Saved entries:
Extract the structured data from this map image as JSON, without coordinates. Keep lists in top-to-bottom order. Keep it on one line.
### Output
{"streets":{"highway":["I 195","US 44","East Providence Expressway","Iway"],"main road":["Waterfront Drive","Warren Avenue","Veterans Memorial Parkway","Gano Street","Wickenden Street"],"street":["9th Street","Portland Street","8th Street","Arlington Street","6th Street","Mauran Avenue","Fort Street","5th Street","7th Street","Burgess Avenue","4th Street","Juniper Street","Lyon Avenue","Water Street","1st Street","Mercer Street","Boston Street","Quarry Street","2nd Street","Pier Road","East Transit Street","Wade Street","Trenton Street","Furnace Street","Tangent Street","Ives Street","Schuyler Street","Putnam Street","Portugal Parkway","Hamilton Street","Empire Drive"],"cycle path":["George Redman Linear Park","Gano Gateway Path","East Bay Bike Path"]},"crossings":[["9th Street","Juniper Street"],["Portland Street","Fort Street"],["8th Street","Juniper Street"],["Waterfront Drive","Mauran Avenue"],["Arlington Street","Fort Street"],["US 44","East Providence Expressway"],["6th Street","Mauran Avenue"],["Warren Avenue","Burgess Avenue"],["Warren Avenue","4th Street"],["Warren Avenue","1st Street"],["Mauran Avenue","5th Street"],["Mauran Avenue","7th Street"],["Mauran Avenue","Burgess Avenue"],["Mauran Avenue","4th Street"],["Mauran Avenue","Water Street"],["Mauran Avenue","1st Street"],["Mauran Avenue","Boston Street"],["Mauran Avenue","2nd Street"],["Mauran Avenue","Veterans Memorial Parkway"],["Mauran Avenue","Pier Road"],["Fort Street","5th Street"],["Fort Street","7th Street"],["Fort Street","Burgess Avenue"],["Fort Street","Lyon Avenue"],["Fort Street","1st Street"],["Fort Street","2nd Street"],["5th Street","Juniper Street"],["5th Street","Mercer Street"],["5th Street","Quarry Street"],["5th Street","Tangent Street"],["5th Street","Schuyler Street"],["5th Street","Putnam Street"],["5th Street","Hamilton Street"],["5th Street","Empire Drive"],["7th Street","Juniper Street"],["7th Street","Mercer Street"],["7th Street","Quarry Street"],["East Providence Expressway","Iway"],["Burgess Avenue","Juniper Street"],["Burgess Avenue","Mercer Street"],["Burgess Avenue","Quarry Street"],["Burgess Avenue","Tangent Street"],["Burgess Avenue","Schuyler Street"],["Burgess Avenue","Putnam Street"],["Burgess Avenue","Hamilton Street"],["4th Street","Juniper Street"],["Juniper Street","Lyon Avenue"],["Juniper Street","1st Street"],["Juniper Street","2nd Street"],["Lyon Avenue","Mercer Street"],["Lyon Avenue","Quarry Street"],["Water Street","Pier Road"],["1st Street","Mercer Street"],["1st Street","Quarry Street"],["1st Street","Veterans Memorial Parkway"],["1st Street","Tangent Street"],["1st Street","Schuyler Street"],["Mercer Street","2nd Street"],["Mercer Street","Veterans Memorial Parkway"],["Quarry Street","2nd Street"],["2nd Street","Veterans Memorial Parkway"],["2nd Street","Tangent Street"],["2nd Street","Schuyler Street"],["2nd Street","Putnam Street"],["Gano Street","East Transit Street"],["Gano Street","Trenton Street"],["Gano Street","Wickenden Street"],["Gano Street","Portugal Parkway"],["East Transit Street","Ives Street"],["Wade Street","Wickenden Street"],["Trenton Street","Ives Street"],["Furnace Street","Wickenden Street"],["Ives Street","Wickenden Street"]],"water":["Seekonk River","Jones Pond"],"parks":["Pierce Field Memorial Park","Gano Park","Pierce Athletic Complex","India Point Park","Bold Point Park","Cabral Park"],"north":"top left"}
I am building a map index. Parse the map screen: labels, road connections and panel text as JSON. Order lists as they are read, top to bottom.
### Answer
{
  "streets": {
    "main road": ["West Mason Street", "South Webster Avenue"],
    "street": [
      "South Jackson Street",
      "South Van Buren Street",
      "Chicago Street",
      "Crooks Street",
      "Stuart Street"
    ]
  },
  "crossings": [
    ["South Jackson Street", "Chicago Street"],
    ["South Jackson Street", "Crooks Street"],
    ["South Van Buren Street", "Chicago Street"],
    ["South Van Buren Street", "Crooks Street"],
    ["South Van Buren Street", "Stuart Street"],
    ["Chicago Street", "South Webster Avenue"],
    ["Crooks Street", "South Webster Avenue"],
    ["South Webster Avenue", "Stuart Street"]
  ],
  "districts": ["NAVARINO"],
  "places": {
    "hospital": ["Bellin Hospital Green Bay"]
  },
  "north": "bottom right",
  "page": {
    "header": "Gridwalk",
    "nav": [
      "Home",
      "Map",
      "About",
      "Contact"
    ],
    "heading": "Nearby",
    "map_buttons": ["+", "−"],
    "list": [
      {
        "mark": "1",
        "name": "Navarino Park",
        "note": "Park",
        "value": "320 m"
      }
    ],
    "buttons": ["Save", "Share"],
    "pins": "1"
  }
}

TASK PROMPT:
Please restate every record shown above, word for word.

FINAL ANSWER:
Extract the structured data from this map image as JSON, without coordinates. Keep lists in top-to-bottom order. Keep it on one line.
### Output
{"streets":{"highway":["I 195","US 44","East Providence Expressway","Iway"],"main road":["Waterfront Drive","Warren Avenue","Veterans Memorial Parkway","Gano Street","Wickenden Street"],"street":["9th Street","Portland Street","8th Street","Arlington Street","6th Street","Mauran Avenue","Fort Street","5th Street","7th Street","Burgess Avenue","4th Street","Juniper Street","Lyon Avenue","Water Street","1st Street","Mercer Street","Boston Street","Quarry Street","2nd Street","Pier Road","East Transit Street","Wade Street","Trenton Street","Furnace Street","Tangent Street","Ives Street","Schuyler Street","Putnam Street","Portugal Parkway","Hamilton Street","Empire Drive"],"cycle path":["George Redman Linear Park","Gano Gateway Path","East Bay Bike Path"]},"crossings":[["9th Street","Juniper Street"],["Portland Street","Fort Street"],["8th Street","Juniper Street"],["Waterfront Drive","Mauran Avenue"],["Arlington Street","Fort Street"],["US 44","East Providence Expressway"],["6th Street","Mauran Avenue"],["Warren Avenue","Burgess Avenue"],["Warren Avenue","4th Street"],["Warren Avenue","1st Street"],["Mauran Avenue","5th Street"],["Mauran Avenue","7th Street"],["Mauran Avenue","Burgess Avenue"],["Mauran Avenue","4th Street"],["Mauran Avenue","Water Street"],["Mauran Avenue","1st Street"],["Mauran Avenue","Boston Street"],["Mauran Avenue","2nd Street"],["Mauran Avenue","Veterans Memorial Parkway"],["Mauran Avenue","Pier Road"],["Fort Street","5th Street"],["Fort Street","7th Street"],["Fort Street","Burgess Avenue"],["Fort Street","Lyon Avenue"],["Fort Street","1st Street"],["Fort Street","2nd Street"],["5th Street","Juniper Street"],["5th Street","Mercer Street"],["5th Street","Quarry Street"],["5th Street","Tangent Street"],["5th Street","Schuyler Street"],["5th Street","Putnam Street"],["5th Street","Hamilton Street"],["5th Street","Empire Drive"],["7th Street","Juniper Street"],["7th Street","Mercer Street"],["7th Street","Quarry Street"],["East Providence Expressway","Iway"],["Burgess Avenue","Juniper Street"],["Burgess Avenue","Mercer Street"],["Burgess Avenue","Quarry Street"],["Burgess Avenue","Tangent Street"],["Burgess Avenue","Schuyler Street"],["Burgess Avenue","Putnam Street"],["Burgess Avenue","Hamilton Street"],["4th Street","Juniper Street"],["Juniper Street","Lyon Avenue"],["Juniper Street","1st Street"],["Juniper Street","2nd Street"],["Lyon Avenue","Mercer Street"],["Lyon Avenue","Quarry Street"],["Water Street","Pier Road"],["1st Street","Mercer Street"],["1st Street","Quarry Street"],["1st Street","Veterans Memorial Parkway"],["1st Street","Tangent Street"],["1st Street","Schuyler Street"],["Mercer Street","2nd Street"],["Mercer Street","Veterans Memorial Parkway"],["Quarry Street","2nd Street"],["2nd Street","Veterans Memorial Parkway"],["2nd Street","Tangent Street"],["2nd Street","Schuyler Street"],["2nd Street","Putnam Street"],["Gano Street","East Transit Street"],["Gano Street","Trenton Street"],["Gano Street","Wickenden Street"],["Gano Street","Portugal Parkway"],["East Transit Street","Ives Street"],["Wade Street","Wickenden Street"],["Trenton Street","Ives Street"],["Furnace Street","Wickenden Street"],["Ives Street","Wickenden Street"]],"water":["Seekonk River","Jones Pond"],"parks":["Pierce Field Memorial Park","Gano Park","Pierce Athletic Complex","India Point Park","Bold Point Park","Cabral Park"],"north":"top left"}
I am building a map index. Parse the map screen: labels, road connections and panel text as JSON. Order lists as they are read, top to bottom.
### Answer
{
  "streets": {
    "main road": ["West Mason Street", "South Webster Avenue"],
    "street": [
      "South Jackson Street",
      "South Van Buren Street",
      "Chicago Street",
      "Crooks Street",
      "Stuart Street"
    ]
  },
  "crossings": [
    ["South Jackson Street", "Chicago Street"],
    ["South Jackson Street", "Crooks Street"],
    ["South Van Buren Street", "Chicago Street"],
    ["South Van Buren Street", "Crooks Street"],
    ["South Van Buren Street", "Stuart Street"],
    ["Chicago Street", "South Webster Avenue"],
    ["Crooks Street", "South Webster Avenue"],
    ["South Webster Avenue", "Stuart Street"]
  ],
  "districts": ["NAVARINO"],
  "places": {
    "hospital": ["Bellin Hospital Green Bay"]
  },
  "north": "bottom right",
  "page": {
    "header": "Gridwalk",
    "nav": [
      "Home",
      "Map",
      "About",
      "Contact"
    ],
    "heading": "Nearby",
    "map_buttons": ["+", "−"],
    "list": [
      {
        "mark": "1",
        "name": "Navarino Park",
        "note": "Park",
        "value": "320 m"
      }
    ],
    "buttons": ["Save", "Share"],
    "pins": "1"
  }
}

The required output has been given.